The current issue of the Computer Science and Information Systems journal continues to publish research papers from a wide range of contemporary topics in the fields of computer science and information systems. This issue contains nine regular articles, and thirteen articles in two special sections. The first special section “Contemporary ICT Research Trends Emerging from South-East Europe” contains five articles selected from the 6th Balkan Conference in Informatics (BCI 2013), held in Thessaloniki, Greece, September 19–21, 2013. The second special section “Computational Intelligence in Business Administration” contains eight papers selected from the International Conference on Modeling and Simulation in Engineering, Economics and Management (MS’10 Barcelona), held at the University of Barcelona, Spain, July 15–17, 2010. We are would like to express our gratitude to the guest editors, article authors and reviewers for their hard work and effort in making this issue of our journal possible.

Regular articles present interesting research achievements and considerable novelties in the following areas: ubiquitous health monitoring data, domain ontologies for natural languages, distributed services for messaging middleware models, selection of appropriate question-based design patterns, collaborative methods for business process model maintenance, visual Web-based approach to the interaction of data warehouse schemas, application and database co-refactoring, agile approach to the design of enterprise data warehouses, and neural network approaches to anomaly intrusion detection.

2. Special Sections

Special section “Contemporary ICT Research Trends Emerging from South-East Europe” contains papers that illustrate current research directions and trends in the South-East European region presented at the 6th Balkan Conference in Informatics (BCI 2013).
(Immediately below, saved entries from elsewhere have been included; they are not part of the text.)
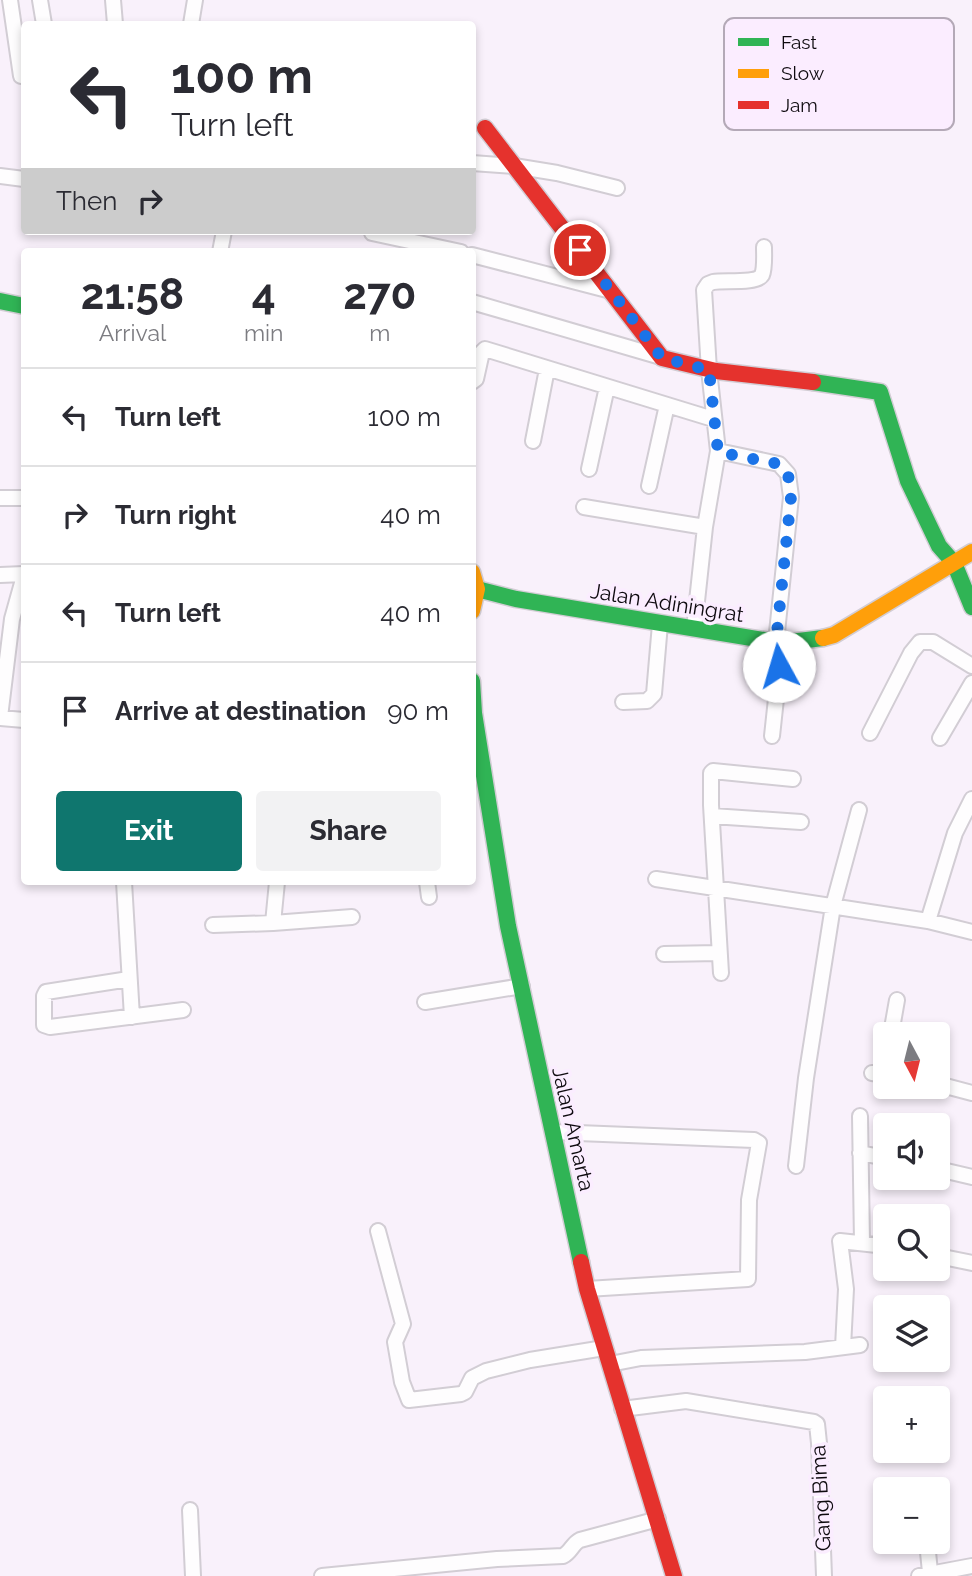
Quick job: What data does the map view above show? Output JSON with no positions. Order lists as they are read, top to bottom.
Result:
{
  "streets": {
    "street": ["Jalan Adiningrat", "Jalan Amarta", "Gang Bima"]
  },
  "crossings": [
    ["Jalan Amarta", "Gang Bima"]
  ],
  "legend": ["Fast", "Slow", "Jam"],
  "north": "bottom",
  "page": {
    "turn": ["100 m", "Turn left"],
    "then": "Then",
    "eta": [
      "21:58",
      "Arrival",
      "4",
      "min",
      "270",
      "m"
    ],
    "list": [
      {
        "name": "Turn left",
        "value": "100 m"
      },
      {
        "name": "Turn right",
        "value": "40 m"
      },
      {
        "name": "Turn left",
        "value": "40 m"
      },
      {
        "name": "Arrive at destination",
        "value": "90 m"
      }
    ],
    "buttons": ["Exit", "Share"],
    "map_buttons": ["+", "−"]
  }
}
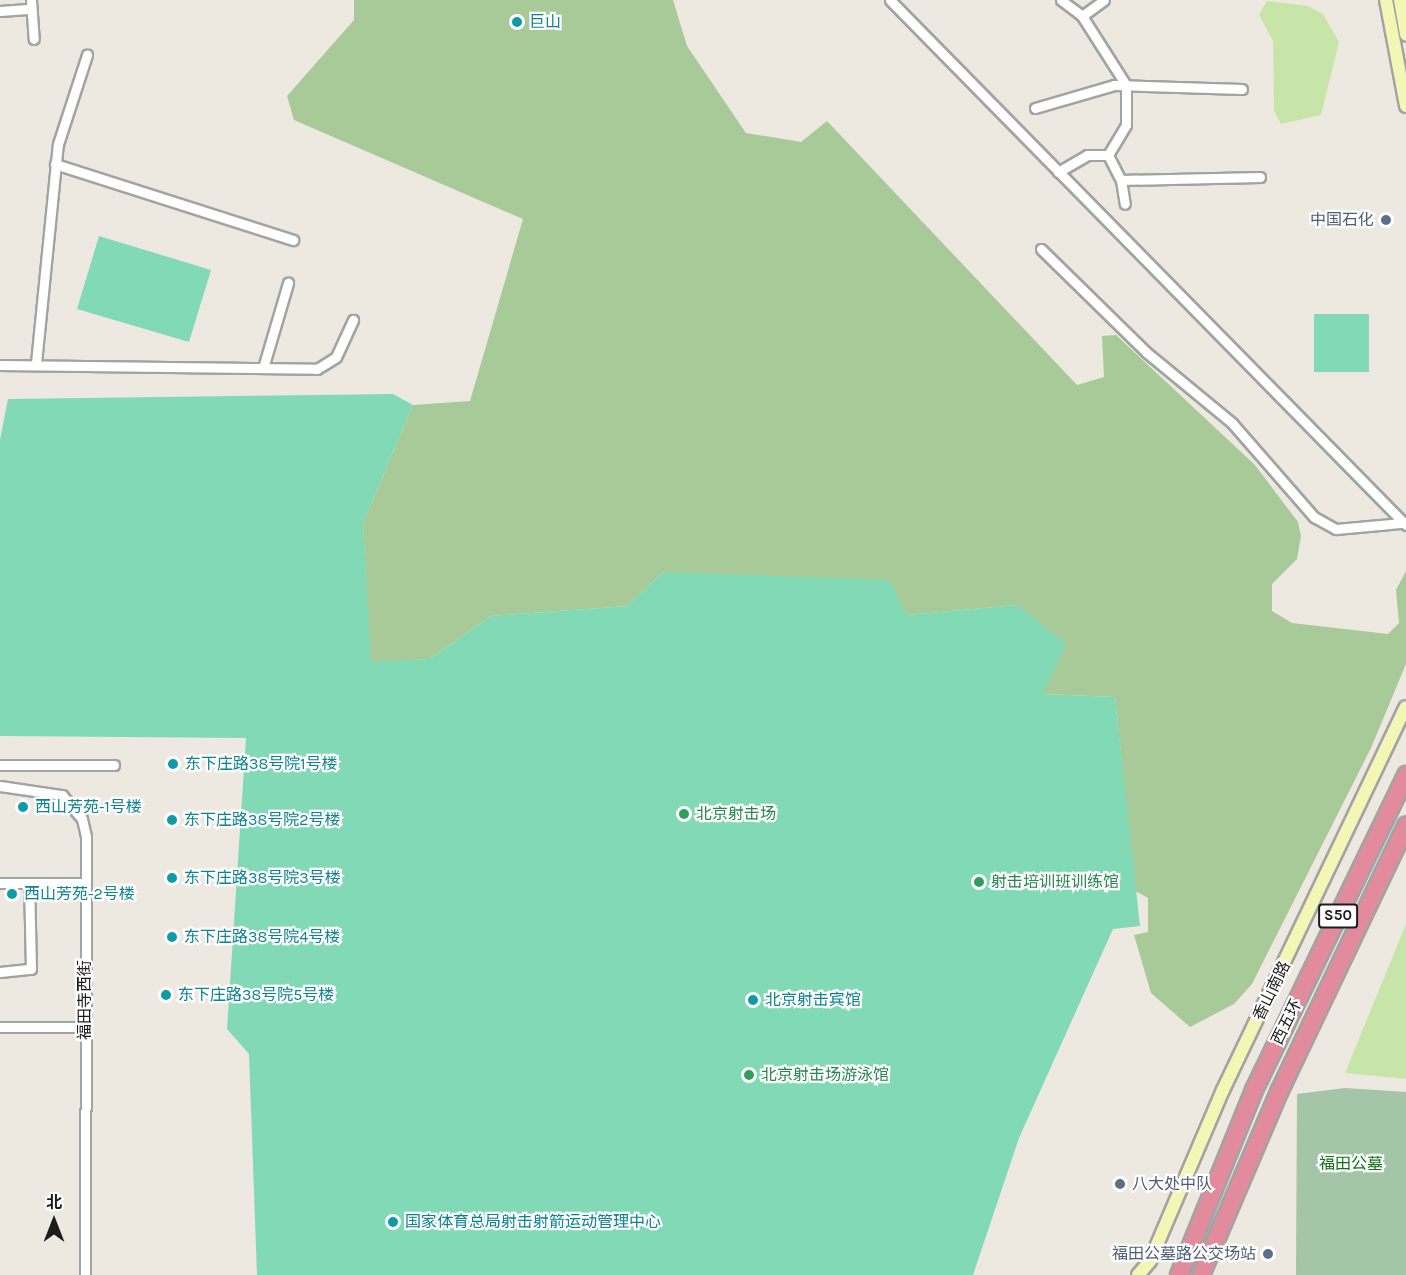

More than a hundred papers were submitted to the conference; only 30% were accepted and published in the ACM International Conference Proceedings Series.

Five extended and improved versions of these papers went through a new rigorous, anonymous, peer review process and are published in this special section of ComSIS. Papers cover the following interesting research results: an effective prototype selection data reduction technique which improves the efficiency of k-nearest neighbor classification on large datasets, a generic meta-model and standard physical database schema meta-model for representing existing (legacy) information systems, an agent based framework for reasoning services over the Web, an educational computer game that helps young children with autism to learn how to identify facial expressions, and a methodology for addressing the privacy-preserving record linkage problem which is based on a distributed framework.

Special section “Computational Intelligence in Business Administration” contains papers selected from the International Conference on Modeling and Simulation in Engineering, Economics and Management (MS’10 Barcelona). Papers present research results based on application of intelligent techniques, modeling and simulation in a wide range of business areas: economics, management, tourism, finance, and engineering. Papers cover the following interesting research results: using fuzzy sets theory for reducing uncertainty in the resource selection problem, a framework for dealing with the theory of affinities in order to assess grouping problems, analysis of impact of Web 2.0 technologies in business performance, application of innovative business intelligence software in a range of business companies, improvements of claim predicting models by using fuzzy numbers and other related techniques, a new aggregation operator that uses intuitionistic fuzzy numbers and its application in business decision making, application of innovative fuzzy systems in the finance domain, and a new approach for propagating ontological and epistemic uncertainty by using risk assessment models and fuzzy time-series techniques.

3. Regular Papers

The regular paper section contains nine articles that cover a wide range of topics and areas in computer science and information systems.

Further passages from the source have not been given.